### Given data:
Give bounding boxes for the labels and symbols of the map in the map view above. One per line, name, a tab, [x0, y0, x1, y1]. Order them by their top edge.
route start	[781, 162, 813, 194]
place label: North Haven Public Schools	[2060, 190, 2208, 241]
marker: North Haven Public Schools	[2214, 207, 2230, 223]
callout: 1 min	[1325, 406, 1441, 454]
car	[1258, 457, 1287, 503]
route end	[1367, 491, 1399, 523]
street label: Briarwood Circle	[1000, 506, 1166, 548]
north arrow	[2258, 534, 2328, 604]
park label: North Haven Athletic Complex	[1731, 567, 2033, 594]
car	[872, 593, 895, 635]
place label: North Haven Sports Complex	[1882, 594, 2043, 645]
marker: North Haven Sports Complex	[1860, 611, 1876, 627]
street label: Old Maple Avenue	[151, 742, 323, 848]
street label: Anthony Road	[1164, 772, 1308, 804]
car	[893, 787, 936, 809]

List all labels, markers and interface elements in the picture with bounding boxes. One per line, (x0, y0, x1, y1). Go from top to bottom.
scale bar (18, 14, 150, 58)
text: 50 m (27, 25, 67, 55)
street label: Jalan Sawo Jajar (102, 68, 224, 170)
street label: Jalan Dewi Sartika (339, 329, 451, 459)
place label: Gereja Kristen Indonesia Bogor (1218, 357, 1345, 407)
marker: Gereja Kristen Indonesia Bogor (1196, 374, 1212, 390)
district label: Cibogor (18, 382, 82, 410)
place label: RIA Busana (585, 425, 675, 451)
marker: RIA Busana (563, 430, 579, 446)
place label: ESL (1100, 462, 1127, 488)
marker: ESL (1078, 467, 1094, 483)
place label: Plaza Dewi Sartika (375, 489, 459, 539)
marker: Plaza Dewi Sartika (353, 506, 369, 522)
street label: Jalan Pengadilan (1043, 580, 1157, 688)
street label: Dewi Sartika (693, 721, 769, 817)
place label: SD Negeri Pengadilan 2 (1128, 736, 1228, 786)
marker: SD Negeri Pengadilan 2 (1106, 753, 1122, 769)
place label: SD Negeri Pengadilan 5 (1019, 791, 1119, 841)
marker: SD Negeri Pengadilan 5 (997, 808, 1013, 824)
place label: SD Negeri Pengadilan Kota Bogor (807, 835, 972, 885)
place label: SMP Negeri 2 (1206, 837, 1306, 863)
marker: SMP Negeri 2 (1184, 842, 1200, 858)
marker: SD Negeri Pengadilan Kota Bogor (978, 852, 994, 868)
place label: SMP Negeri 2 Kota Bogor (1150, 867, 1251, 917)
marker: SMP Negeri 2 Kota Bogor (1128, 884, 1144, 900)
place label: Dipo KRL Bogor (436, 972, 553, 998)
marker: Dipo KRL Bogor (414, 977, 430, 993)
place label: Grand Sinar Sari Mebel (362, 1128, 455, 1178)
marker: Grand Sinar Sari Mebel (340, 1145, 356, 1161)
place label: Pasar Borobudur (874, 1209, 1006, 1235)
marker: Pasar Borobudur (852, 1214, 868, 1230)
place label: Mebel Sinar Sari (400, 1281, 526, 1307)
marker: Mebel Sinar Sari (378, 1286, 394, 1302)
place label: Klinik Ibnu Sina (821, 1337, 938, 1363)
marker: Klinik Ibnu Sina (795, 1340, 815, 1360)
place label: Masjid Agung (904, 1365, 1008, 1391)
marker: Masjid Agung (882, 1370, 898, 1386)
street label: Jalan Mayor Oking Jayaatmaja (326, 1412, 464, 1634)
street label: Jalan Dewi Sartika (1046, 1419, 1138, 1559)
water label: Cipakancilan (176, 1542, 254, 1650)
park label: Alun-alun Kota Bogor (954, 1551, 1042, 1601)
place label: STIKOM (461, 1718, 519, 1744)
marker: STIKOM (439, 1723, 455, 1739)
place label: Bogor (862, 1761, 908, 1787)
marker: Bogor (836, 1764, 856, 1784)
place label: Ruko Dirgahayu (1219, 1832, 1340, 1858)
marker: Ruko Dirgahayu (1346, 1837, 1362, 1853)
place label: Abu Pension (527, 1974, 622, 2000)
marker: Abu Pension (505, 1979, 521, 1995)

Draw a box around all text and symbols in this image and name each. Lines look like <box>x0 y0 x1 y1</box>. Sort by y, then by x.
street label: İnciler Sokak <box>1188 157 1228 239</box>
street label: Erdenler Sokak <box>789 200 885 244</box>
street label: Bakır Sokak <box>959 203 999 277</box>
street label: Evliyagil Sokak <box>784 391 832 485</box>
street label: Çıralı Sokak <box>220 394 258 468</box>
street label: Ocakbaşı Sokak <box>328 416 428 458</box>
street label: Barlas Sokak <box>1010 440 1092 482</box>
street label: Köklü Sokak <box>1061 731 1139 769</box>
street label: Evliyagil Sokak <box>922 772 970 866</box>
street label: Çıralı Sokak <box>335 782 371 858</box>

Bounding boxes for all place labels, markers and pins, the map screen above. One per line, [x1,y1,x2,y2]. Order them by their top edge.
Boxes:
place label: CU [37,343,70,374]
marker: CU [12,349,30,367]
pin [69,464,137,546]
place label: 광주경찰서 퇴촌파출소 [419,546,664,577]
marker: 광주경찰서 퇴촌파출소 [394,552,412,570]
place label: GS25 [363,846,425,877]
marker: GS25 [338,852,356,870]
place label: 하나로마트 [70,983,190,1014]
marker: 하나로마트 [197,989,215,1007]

### Exercise objective:
For this exercise, copy word for word the line that contains "Bounding boxes for all" and every line after it, ending with the last line of the entries above.

### Completed task:
Bounding boxes for all place labels, markers and pins, the map screen above. One per line, [x1,y1,x2,y2]. Order them by their top edge.
Boxes:
place label: CU [37,343,70,374]
marker: CU [12,349,30,367]
pin [69,464,137,546]
place label: 광주경찰서 퇴촌파출소 [419,546,664,577]
marker: 광주경찰서 퇴촌파출소 [394,552,412,570]
place label: GS25 [363,846,425,877]
marker: GS25 [338,852,356,870]
place label: 하나로마트 [70,983,190,1014]
marker: 하나로마트 [197,989,215,1007]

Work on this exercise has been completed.